**EXERCISE DETAILS:** Give back the whole listing word for word and skip each picture.
>>>
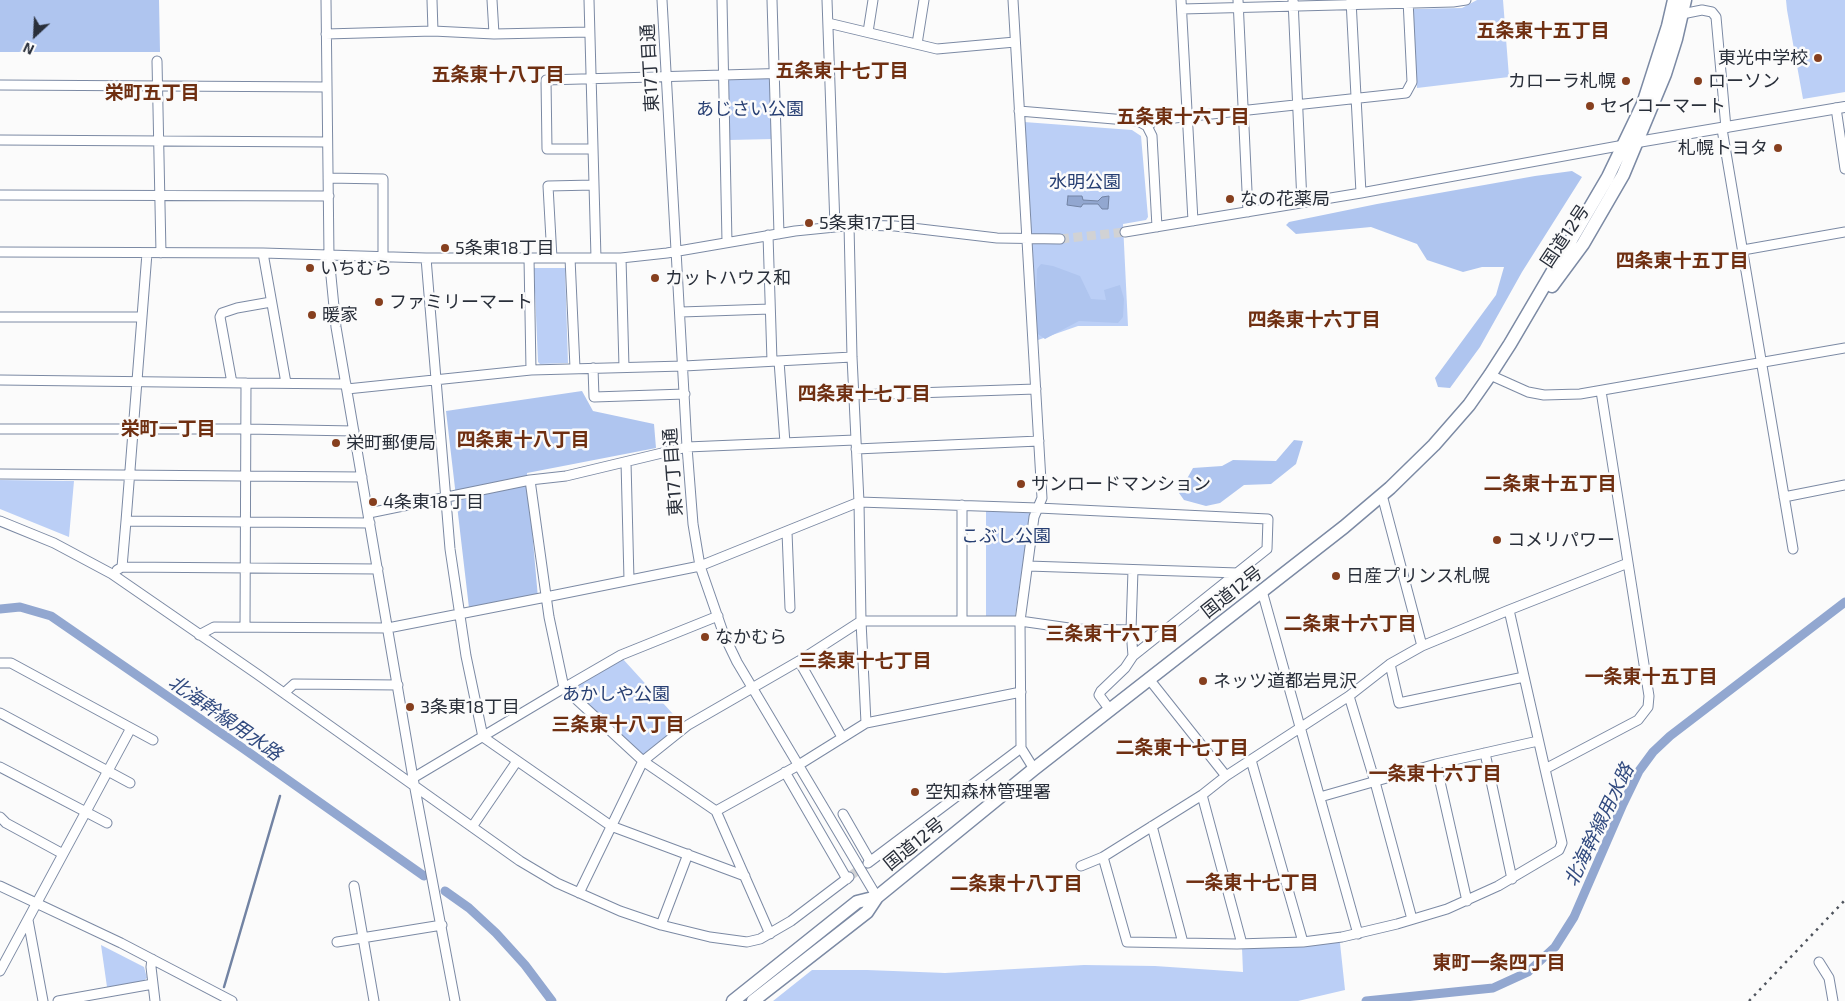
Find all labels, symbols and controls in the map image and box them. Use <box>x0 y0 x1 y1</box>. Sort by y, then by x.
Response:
north arrow <box>10 10 60 60</box>
district label: 五条東十五丁目 <box>1477 20 1609 42</box>
street label: 東17丁目通 <box>637 23 663 113</box>
text: N <box>20 39 37 59</box>
place label: 東光中学校 <box>1718 47 1808 69</box>
marker: 東光中学校 <box>1812 52 1824 64</box>
district label: 五条東十七丁目 <box>776 60 908 82</box>
district label: 五条東十八丁目 <box>432 64 564 86</box>
place label: カローラ札幌 <box>1508 70 1616 92</box>
place label: ローソン <box>1708 70 1780 92</box>
marker: カローラ札幌 <box>1620 75 1632 87</box>
marker: ローソン <box>1692 75 1704 87</box>
district label: 栄町五丁目 <box>105 82 199 104</box>
place label: セイコーマート <box>1600 95 1726 117</box>
park label: あじさい公園 <box>696 98 804 120</box>
marker: セイコーマート <box>1584 100 1596 112</box>
district label: 五条東十六丁目 <box>1117 106 1249 128</box>
place label: 札幌トヨタ <box>1678 137 1768 159</box>
marker: 札幌トヨタ <box>1772 142 1784 154</box>
park label: 水明公園 <box>1049 171 1121 193</box>
place label: なの花薬局 <box>1240 188 1330 210</box>
marker: なの花薬局 <box>1224 193 1236 205</box>
street label: 国道12号 <box>1536 200 1594 272</box>
place label: 5条東17丁目 <box>819 212 917 234</box>
marker: 5条東17丁目 <box>803 217 815 229</box>
place label: 5条東18丁目 <box>455 237 555 259</box>
marker: 5条東18丁目 <box>439 242 451 254</box>
district label: 四条東十五丁目 <box>1616 250 1748 272</box>
place label: いちむら <box>320 257 392 279</box>
marker: いちむら <box>304 262 316 274</box>
place label: カットハウス和 <box>665 267 791 289</box>
marker: カットハウス和 <box>649 272 661 284</box>
place label: ファミリーマート <box>389 291 533 313</box>
marker: ファミリーマート <box>373 296 385 308</box>
place label: 暖家 <box>322 304 358 326</box>
marker: 暖家 <box>306 309 318 321</box>
district label: 四条東十六丁目 <box>1248 309 1380 331</box>
district label: 四条東十七丁目 <box>798 383 930 405</box>
district label: 栄町一丁目 <box>121 418 215 440</box>
street label: 東17丁目通 <box>659 427 687 517</box>
district label: 四条東十八丁目 <box>457 429 589 451</box>
place label: 栄町郵便局 <box>346 432 436 454</box>
marker: 栄町郵便局 <box>330 437 342 449</box>
place label: サンロードマンション <box>1031 473 1211 495</box>
district label: 二条東十五丁目 <box>1484 473 1616 495</box>
marker: サンロードマンション <box>1015 478 1027 490</box>
place label: 4条東18丁目 <box>383 491 484 513</box>
marker: 4条東18丁目 <box>367 496 379 508</box>
park label: こぶし公園 <box>961 525 1051 547</box>
place label: コメリパワー <box>1507 529 1615 551</box>
marker: コメリパワー <box>1491 534 1503 546</box>
street label: 国道12号 <box>1197 562 1267 622</box>
place label: 日産プリンス札幌 <box>1346 565 1490 587</box>
marker: 日産プリンス札幌 <box>1330 570 1342 582</box>
district label: 二条東十六丁目 <box>1284 613 1416 635</box>
district label: 三条東十六丁目 <box>1046 623 1178 645</box>
place label: なかむら <box>715 626 787 648</box>
marker: なかむら <box>699 631 711 643</box>
district label: 三条東十七丁目 <box>799 650 931 672</box>
district label: 一条東十五丁目 <box>1585 666 1717 688</box>
place label: ネッツ道都岩見沢 <box>1213 670 1357 692</box>
water label: 北海幹線用水路 <box>164 671 286 765</box>
marker: ネッツ道都岩見沢 <box>1197 675 1209 687</box>
park label: あかしや公園 <box>562 683 670 705</box>
place label: 3条東18丁目 <box>420 696 520 718</box>
marker: 3条東18丁目 <box>404 701 416 713</box>
district label: 三条東十八丁目 <box>552 714 684 736</box>
district label: 二条東十七丁目 <box>1116 737 1248 759</box>
water label: 北海幹線用水路 <box>1560 760 1638 890</box>
district label: 一条東十六丁目 <box>1369 763 1501 785</box>
place label: 空知森林管理署 <box>925 781 1051 803</box>
marker: 空知森林管理署 <box>909 786 921 798</box>
street label: 国道12号 <box>880 813 948 875</box>
district label: 一条東十七丁目 <box>1186 872 1318 894</box>
district label: 二条東十八丁目 <box>950 873 1082 895</box>
district label: 東町一条四丁目 <box>1433 952 1565 974</box>

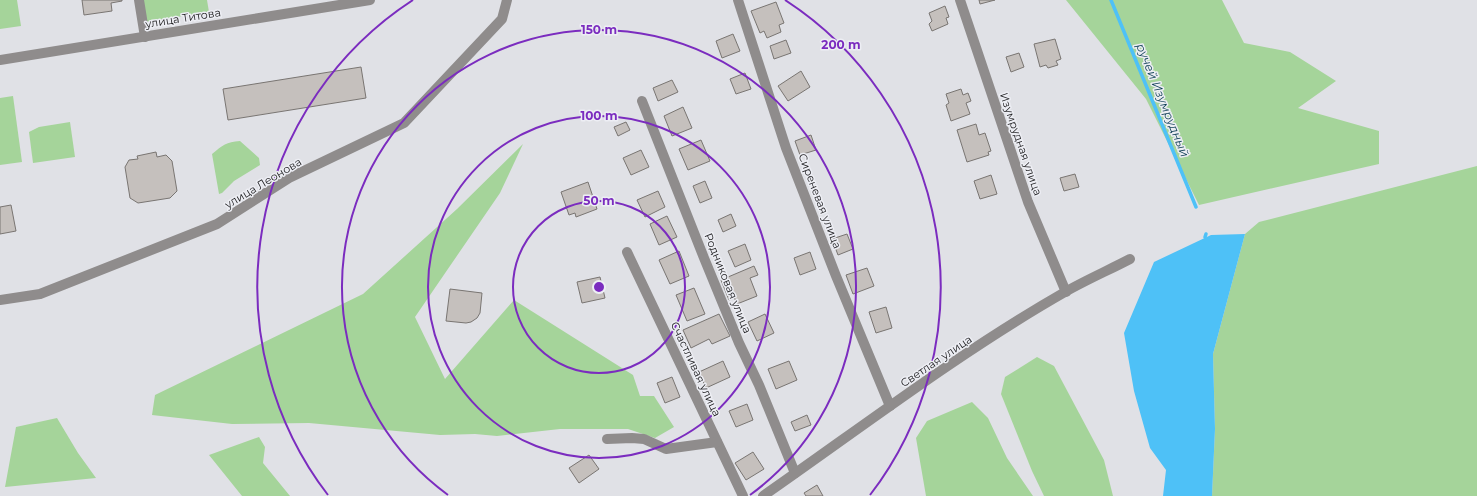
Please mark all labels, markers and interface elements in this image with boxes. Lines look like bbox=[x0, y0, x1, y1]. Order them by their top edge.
street label: улица Титова bbox=[143, 5, 222, 31]
text: 150 m bbox=[581, 22, 617, 37]
text: 200 m bbox=[821, 37, 861, 52]
water label: ручей Изумрудный bbox=[1133, 41, 1193, 159]
street label: Изумрудная улица bbox=[997, 91, 1045, 197]
text: 100 m bbox=[581, 108, 617, 123]
street label: Сиреневая улица bbox=[795, 151, 845, 251]
street label: улица Леонова bbox=[221, 155, 304, 212]
text: 50 m bbox=[583, 193, 615, 208]
street label: Родниковая улица bbox=[701, 231, 755, 335]
centre of rings bbox=[592, 280, 606, 294]
street label: Счастливая улица bbox=[668, 319, 724, 419]
street label: Светлая улица bbox=[898, 332, 974, 390]

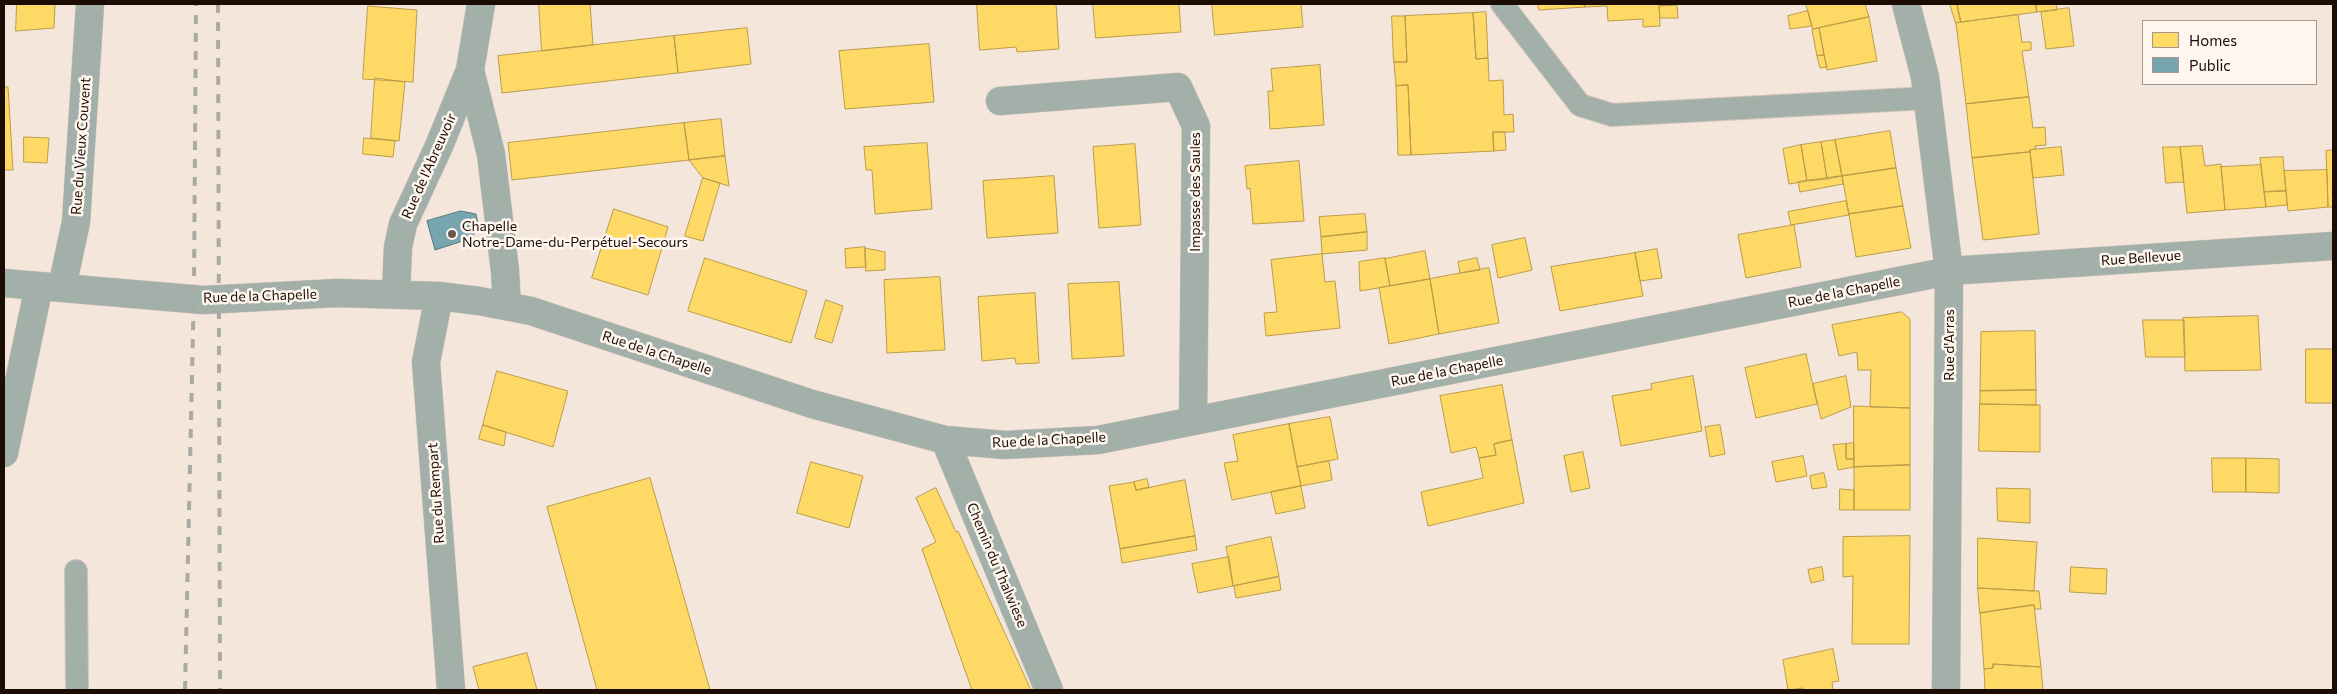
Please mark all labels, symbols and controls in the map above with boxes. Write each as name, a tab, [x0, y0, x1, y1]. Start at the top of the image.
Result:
legend	[2142, 20, 2317, 85]
text: Homes	[2189, 31, 2237, 49]
text: Public	[2189, 56, 2231, 74]
street label: Rue du Vieux Couvent	[68, 76, 94, 216]
street label: Rue de l'Abreuvoir	[398, 111, 460, 221]
street label: Impasse des Saules	[1187, 132, 1203, 252]
place label: Chapelle Notre-Dame-du-Perpétuel-Secours	[462, 218, 688, 250]
marker: Chapelle Notre-Dame-du-Perpétuel-Secours	[446, 228, 458, 240]
street label: Rue Bellevue	[2100, 247, 2182, 269]
street label: Rue de la Chapelle	[1786, 273, 1902, 311]
street label: Rue de la Chapelle	[203, 286, 317, 306]
street label: Rue d'Arras	[1941, 309, 1957, 381]
street label: Rue de la Chapelle	[600, 327, 714, 379]
street label: Rue de la Chapelle	[1389, 352, 1505, 390]
street label: Rue de la Chapelle	[992, 429, 1106, 451]
street label: Rue du Rempart	[424, 442, 448, 544]
street label: Chemin du Thalwiese	[963, 500, 1031, 630]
<<<
**RESULT OF THIS TASK:**
Find all labels, symbols and controls in the map image and box them. Use <box>x0 y0 x1 y1</box>. Sort by y, then by x.
Response:
north arrow <box>10 10 60 60</box>
district label: 五条東十五丁目 <box>1477 20 1609 42</box>
street label: 東17丁目通 <box>637 23 663 113</box>
text: N <box>20 39 37 59</box>
place label: 東光中学校 <box>1718 47 1808 69</box>
marker: 東光中学校 <box>1812 52 1824 64</box>
district label: 五条東十七丁目 <box>776 60 908 82</box>
district label: 五条東十八丁目 <box>432 64 564 86</box>
place label: カローラ札幌 <box>1508 70 1616 92</box>
place label: ローソン <box>1708 70 1780 92</box>
marker: カローラ札幌 <box>1620 75 1632 87</box>
marker: ローソン <box>1692 75 1704 87</box>
district label: 栄町五丁目 <box>105 82 199 104</box>
place label: セイコーマート <box>1600 95 1726 117</box>
park label: あじさい公園 <box>696 98 804 120</box>
marker: セイコーマート <box>1584 100 1596 112</box>
district label: 五条東十六丁目 <box>1117 106 1249 128</box>
place label: 札幌トヨタ <box>1678 137 1768 159</box>
marker: 札幌トヨタ <box>1772 142 1784 154</box>
park label: 水明公園 <box>1049 171 1121 193</box>
place label: なの花薬局 <box>1240 188 1330 210</box>
marker: なの花薬局 <box>1224 193 1236 205</box>
street label: 国道12号 <box>1536 200 1594 272</box>
place label: 5条東17丁目 <box>819 212 917 234</box>
marker: 5条東17丁目 <box>803 217 815 229</box>
place label: 5条東18丁目 <box>455 237 555 259</box>
marker: 5条東18丁目 <box>439 242 451 254</box>
district label: 四条東十五丁目 <box>1616 250 1748 272</box>
place label: いちむら <box>320 257 392 279</box>
marker: いちむら <box>304 262 316 274</box>
place label: カットハウス和 <box>665 267 791 289</box>
marker: カットハウス和 <box>649 272 661 284</box>
place label: ファミリーマート <box>389 291 533 313</box>
marker: ファミリーマート <box>373 296 385 308</box>
place label: 暖家 <box>322 304 358 326</box>
marker: 暖家 <box>306 309 318 321</box>
district label: 四条東十六丁目 <box>1248 309 1380 331</box>
district label: 四条東十七丁目 <box>798 383 930 405</box>
district label: 栄町一丁目 <box>121 418 215 440</box>
street label: 東17丁目通 <box>659 427 687 517</box>
district label: 四条東十八丁目 <box>457 429 589 451</box>
place label: 栄町郵便局 <box>346 432 436 454</box>
marker: 栄町郵便局 <box>330 437 342 449</box>
place label: サンロードマンション <box>1031 473 1211 495</box>
district label: 二条東十五丁目 <box>1484 473 1616 495</box>
marker: サンロードマンション <box>1015 478 1027 490</box>
place label: 4条東18丁目 <box>383 491 484 513</box>
marker: 4条東18丁目 <box>367 496 379 508</box>
park label: こぶし公園 <box>961 525 1051 547</box>
place label: コメリパワー <box>1507 529 1615 551</box>
marker: コメリパワー <box>1491 534 1503 546</box>
street label: 国道12号 <box>1197 562 1267 622</box>
place label: 日産プリンス札幌 <box>1346 565 1490 587</box>
marker: 日産プリンス札幌 <box>1330 570 1342 582</box>
district label: 二条東十六丁目 <box>1284 613 1416 635</box>
district label: 三条東十六丁目 <box>1046 623 1178 645</box>
place label: なかむら <box>715 626 787 648</box>
marker: なかむら <box>699 631 711 643</box>
district label: 三条東十七丁目 <box>799 650 931 672</box>
district label: 一条東十五丁目 <box>1585 666 1717 688</box>
place label: ネッツ道都岩見沢 <box>1213 670 1357 692</box>
water label: 北海幹線用水路 <box>164 671 286 765</box>
marker: ネッツ道都岩見沢 <box>1197 675 1209 687</box>
park label: あかしや公園 <box>562 683 670 705</box>
place label: 3条東18丁目 <box>420 696 520 718</box>
marker: 3条東18丁目 <box>404 701 416 713</box>
district label: 三条東十八丁目 <box>552 714 684 736</box>
district label: 二条東十七丁目 <box>1116 737 1248 759</box>
water label: 北海幹線用水路 <box>1560 760 1638 890</box>
district label: 一条東十六丁目 <box>1369 763 1501 785</box>
place label: 空知森林管理署 <box>925 781 1051 803</box>
marker: 空知森林管理署 <box>909 786 921 798</box>
street label: 国道12号 <box>880 813 948 875</box>
district label: 一条東十七丁目 <box>1186 872 1318 894</box>
district label: 二条東十八丁目 <box>950 873 1082 895</box>
district label: 東町一条四丁目 <box>1433 952 1565 974</box>

Please mark all labels, markers and interface elements in this image with boxes. Lines look like bbox=[x0, y0, x1, y1]. Order them by their top edge.
street label: улица Титова bbox=[143, 5, 222, 31]
text: 150 m bbox=[581, 22, 617, 37]
text: 200 m bbox=[821, 37, 861, 52]
water label: ручей Изумрудный bbox=[1133, 41, 1193, 159]
street label: Изумрудная улица bbox=[997, 91, 1045, 197]
text: 100 m bbox=[581, 108, 617, 123]
street label: Сиреневая улица bbox=[795, 151, 845, 251]
street label: улица Леонова bbox=[221, 155, 304, 212]
text: 50 m bbox=[583, 193, 615, 208]
street label: Родниковая улица bbox=[701, 231, 755, 335]
centre of rings bbox=[592, 280, 606, 294]
street label: Счастливая улица bbox=[668, 319, 724, 419]
street label: Светлая улица bbox=[898, 332, 974, 390]

Please mark all labels, symbols and controls in the map above with boxes. Write each as name, a tab, [x0, y0, x1, y1]. Start at the top of the image.
Result:
legend	[2142, 20, 2317, 85]
text: Homes	[2189, 31, 2237, 49]
text: Public	[2189, 56, 2231, 74]
street label: Rue du Vieux Couvent	[68, 76, 94, 216]
street label: Rue de l'Abreuvoir	[398, 111, 460, 221]
street label: Impasse des Saules	[1187, 132, 1203, 252]
place label: Chapelle Notre-Dame-du-Perpétuel-Secours	[462, 218, 688, 250]
marker: Chapelle Notre-Dame-du-Perpétuel-Secours	[446, 228, 458, 240]
street label: Rue Bellevue	[2100, 247, 2182, 269]
street label: Rue de la Chapelle	[1786, 273, 1902, 311]
street label: Rue de la Chapelle	[203, 286, 317, 306]
street label: Rue d'Arras	[1941, 309, 1957, 381]
street label: Rue de la Chapelle	[600, 327, 714, 379]
street label: Rue de la Chapelle	[1389, 352, 1505, 390]
street label: Rue de la Chapelle	[992, 429, 1106, 451]
street label: Rue du Rempart	[424, 442, 448, 544]
street label: Chemin du Thalwiese	[963, 500, 1031, 630]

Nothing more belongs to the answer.